Sunday November 27, 2011 at 13:47
BRAINSTORM (1965)
Written by Mann Rubin Directed by William Conrad
Computer scientist Jim Grayam (Jeff Hunter, as he’s billed here) is driving home from work one night when his path is blocked by a car stalled on a railroad track. The driver (Anne Francis) inside the locked car doesn’t respond to his repeated taps on her window. When a train approaches, he breaks the window and drives the car off the tracks moments before the train rushes by. Searching her purse, to his dismay he finds that she is Lorrie Benson, wife of his boss Curt Benson (Dana Andrews). Thus is set up a fatal triangle. This widescreen Hitchockian suspense thriller was one of three that William Conrad directed for Warners in the mid-Sixties (the other two being MY BLOOD RUNS COLD and TWO ON A GUILLOTINE). It’s been decades since I’ve seen the other two, but BRAINSTORM is definitely the best of the three, a tricky thriller than suffers only from the fact that Conrad isn’t Hitchcock - something I can’t fault him for, as he does a fine job here. To reveal any more of the plot would be to spoil the pleasures of the film, which is tautly scripted by Mann Rubin (who wrote many TV scripts, as well as stories for DC Comic’s “Strange Adventures” and “Mystery in Space”), with a good score from George Duning and excellent work from the supporting cast. Anne Francis gives perhaps her best performance, her Lorrie Benson being a much more complex, emotionally vulnerable character than she was usually called upon to play and she rises to it beautifully. Dana Andrews is icy cold as her wealthy husband, used to getting his own way but still human enough to blink when facing the gun of a madman. Viveca Lindfors is totally convincing as a psychiatrist, who may - or may not - be on Andrews’ payroll.
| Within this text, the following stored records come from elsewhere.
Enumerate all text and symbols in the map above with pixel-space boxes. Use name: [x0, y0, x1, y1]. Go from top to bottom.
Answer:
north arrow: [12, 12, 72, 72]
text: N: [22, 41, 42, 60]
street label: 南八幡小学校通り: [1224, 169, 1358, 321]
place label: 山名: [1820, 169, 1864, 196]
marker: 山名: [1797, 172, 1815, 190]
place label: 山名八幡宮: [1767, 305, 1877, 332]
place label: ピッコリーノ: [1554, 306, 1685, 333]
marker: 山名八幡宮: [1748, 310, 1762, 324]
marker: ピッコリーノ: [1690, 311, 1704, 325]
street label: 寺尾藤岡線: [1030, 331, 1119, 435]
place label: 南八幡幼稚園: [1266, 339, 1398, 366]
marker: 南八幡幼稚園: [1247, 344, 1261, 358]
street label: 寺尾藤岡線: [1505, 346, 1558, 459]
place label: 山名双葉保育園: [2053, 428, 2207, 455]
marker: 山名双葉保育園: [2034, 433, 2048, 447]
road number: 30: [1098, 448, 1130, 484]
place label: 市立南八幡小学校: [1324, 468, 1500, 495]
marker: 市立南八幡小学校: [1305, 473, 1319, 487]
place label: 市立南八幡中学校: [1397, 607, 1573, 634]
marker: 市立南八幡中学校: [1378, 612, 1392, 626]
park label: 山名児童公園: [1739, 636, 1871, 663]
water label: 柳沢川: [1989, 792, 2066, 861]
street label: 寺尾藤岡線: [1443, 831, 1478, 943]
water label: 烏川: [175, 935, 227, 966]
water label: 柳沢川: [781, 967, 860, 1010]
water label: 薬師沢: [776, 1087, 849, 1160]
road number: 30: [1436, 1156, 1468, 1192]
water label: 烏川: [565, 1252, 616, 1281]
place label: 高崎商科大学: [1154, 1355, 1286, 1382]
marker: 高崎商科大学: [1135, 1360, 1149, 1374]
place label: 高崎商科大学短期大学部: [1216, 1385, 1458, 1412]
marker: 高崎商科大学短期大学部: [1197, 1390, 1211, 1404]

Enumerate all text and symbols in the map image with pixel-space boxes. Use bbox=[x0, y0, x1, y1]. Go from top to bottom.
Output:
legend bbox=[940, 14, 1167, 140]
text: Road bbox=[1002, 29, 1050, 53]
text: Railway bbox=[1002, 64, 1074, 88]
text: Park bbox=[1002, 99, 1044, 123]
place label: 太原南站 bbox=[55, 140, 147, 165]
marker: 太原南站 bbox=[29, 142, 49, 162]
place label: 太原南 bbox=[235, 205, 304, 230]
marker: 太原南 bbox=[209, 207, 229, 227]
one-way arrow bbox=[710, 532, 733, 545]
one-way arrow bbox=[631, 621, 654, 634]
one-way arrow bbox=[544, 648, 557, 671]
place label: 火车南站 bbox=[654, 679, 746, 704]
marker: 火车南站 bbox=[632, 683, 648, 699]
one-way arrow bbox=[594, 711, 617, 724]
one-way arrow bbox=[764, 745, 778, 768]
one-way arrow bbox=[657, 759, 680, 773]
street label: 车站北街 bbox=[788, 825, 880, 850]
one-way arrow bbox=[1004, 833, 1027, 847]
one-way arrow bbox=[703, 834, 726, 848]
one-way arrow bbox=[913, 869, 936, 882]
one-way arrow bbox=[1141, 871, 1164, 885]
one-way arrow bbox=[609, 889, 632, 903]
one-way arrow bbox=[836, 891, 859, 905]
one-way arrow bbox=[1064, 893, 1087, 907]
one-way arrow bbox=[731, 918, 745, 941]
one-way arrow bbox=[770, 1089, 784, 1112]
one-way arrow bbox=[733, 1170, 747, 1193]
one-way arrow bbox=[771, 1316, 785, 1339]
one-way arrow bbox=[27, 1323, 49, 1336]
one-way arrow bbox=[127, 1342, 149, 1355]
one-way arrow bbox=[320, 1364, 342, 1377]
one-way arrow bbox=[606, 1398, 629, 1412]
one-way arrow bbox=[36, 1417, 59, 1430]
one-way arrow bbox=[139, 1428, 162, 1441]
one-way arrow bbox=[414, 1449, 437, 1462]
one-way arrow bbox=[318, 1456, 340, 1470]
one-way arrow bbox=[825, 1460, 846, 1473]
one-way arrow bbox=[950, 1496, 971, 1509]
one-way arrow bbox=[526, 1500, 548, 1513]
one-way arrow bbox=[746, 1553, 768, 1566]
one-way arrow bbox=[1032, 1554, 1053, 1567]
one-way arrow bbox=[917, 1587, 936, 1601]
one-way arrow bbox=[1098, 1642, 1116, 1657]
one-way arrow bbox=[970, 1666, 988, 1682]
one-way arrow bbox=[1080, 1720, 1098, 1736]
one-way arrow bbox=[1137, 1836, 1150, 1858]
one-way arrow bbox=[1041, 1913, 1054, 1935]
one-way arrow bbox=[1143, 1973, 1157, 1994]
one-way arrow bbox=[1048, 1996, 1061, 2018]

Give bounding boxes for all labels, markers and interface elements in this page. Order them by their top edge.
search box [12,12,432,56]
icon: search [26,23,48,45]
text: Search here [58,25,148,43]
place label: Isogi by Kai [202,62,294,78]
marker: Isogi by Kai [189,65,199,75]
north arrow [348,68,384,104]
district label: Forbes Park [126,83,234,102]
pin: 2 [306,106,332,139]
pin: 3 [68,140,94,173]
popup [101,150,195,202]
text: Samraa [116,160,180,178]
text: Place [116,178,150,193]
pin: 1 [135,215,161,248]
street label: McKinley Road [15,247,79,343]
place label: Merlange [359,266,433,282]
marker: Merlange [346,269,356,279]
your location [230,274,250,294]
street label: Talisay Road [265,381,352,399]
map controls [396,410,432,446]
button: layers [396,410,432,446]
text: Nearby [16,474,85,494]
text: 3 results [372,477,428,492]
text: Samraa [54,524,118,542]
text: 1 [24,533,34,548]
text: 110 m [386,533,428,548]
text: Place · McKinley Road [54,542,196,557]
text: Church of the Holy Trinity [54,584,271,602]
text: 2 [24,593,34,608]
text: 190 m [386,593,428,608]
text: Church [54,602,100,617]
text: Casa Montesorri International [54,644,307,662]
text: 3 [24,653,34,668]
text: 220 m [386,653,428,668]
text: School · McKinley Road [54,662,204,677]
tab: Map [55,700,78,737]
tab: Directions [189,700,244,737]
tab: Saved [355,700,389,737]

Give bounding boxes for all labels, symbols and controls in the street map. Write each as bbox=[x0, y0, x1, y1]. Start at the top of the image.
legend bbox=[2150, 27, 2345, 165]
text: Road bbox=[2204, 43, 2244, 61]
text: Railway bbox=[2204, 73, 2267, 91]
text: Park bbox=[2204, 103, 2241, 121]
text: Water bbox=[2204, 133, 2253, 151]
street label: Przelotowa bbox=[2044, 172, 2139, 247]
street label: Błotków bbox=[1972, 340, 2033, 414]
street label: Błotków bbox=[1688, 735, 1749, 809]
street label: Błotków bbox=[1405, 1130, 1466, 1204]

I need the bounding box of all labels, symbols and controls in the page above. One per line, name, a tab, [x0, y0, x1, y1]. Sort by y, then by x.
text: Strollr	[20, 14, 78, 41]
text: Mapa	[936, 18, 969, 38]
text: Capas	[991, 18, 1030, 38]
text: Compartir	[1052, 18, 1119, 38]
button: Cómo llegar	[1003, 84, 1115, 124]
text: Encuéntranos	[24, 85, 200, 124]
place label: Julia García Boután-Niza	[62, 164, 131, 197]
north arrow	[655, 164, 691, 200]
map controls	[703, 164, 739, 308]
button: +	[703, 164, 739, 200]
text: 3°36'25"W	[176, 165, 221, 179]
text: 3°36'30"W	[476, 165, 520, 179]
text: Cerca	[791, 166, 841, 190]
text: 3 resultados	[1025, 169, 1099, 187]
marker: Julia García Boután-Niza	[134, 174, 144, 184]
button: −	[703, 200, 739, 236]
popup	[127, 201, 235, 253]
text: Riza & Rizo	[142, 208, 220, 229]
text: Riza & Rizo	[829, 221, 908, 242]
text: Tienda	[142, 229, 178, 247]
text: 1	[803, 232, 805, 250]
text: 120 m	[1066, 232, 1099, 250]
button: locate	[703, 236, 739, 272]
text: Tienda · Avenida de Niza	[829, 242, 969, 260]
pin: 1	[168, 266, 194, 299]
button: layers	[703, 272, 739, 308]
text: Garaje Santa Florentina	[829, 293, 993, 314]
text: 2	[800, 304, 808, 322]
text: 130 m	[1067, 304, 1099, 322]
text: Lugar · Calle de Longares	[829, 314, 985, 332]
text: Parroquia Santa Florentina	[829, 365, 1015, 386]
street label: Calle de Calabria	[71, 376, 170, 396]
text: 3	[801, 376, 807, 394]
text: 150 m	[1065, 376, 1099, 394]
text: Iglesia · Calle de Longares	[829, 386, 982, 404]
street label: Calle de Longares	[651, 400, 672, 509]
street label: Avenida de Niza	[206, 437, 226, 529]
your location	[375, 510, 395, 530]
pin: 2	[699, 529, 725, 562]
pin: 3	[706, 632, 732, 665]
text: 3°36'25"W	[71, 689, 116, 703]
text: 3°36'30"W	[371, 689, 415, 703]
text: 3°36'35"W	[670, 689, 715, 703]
Special mention must be made of Victoria Meyerink, who plays the daughter of Andrews and Francis in a completely natural manner, with none of the false notes often struck by child actors; the scene where she sings “I Went To the Animal Fair” is oddly chilling. Steve Ihnat, Strother Martin and Richard Kiel make impressions in small roles. But it’s Hunter’s film all the way, and he delivers a tour de force performance. A sort of mash-up of a number of Hitchcock films, DOUBLE INDEMNITY and SHOCK CORRIDOR, it stands on its own merits as a minor but effective thriller. (Viewed on TCM, which showed the same transfer now available on DVD from Warner Bros Archives.)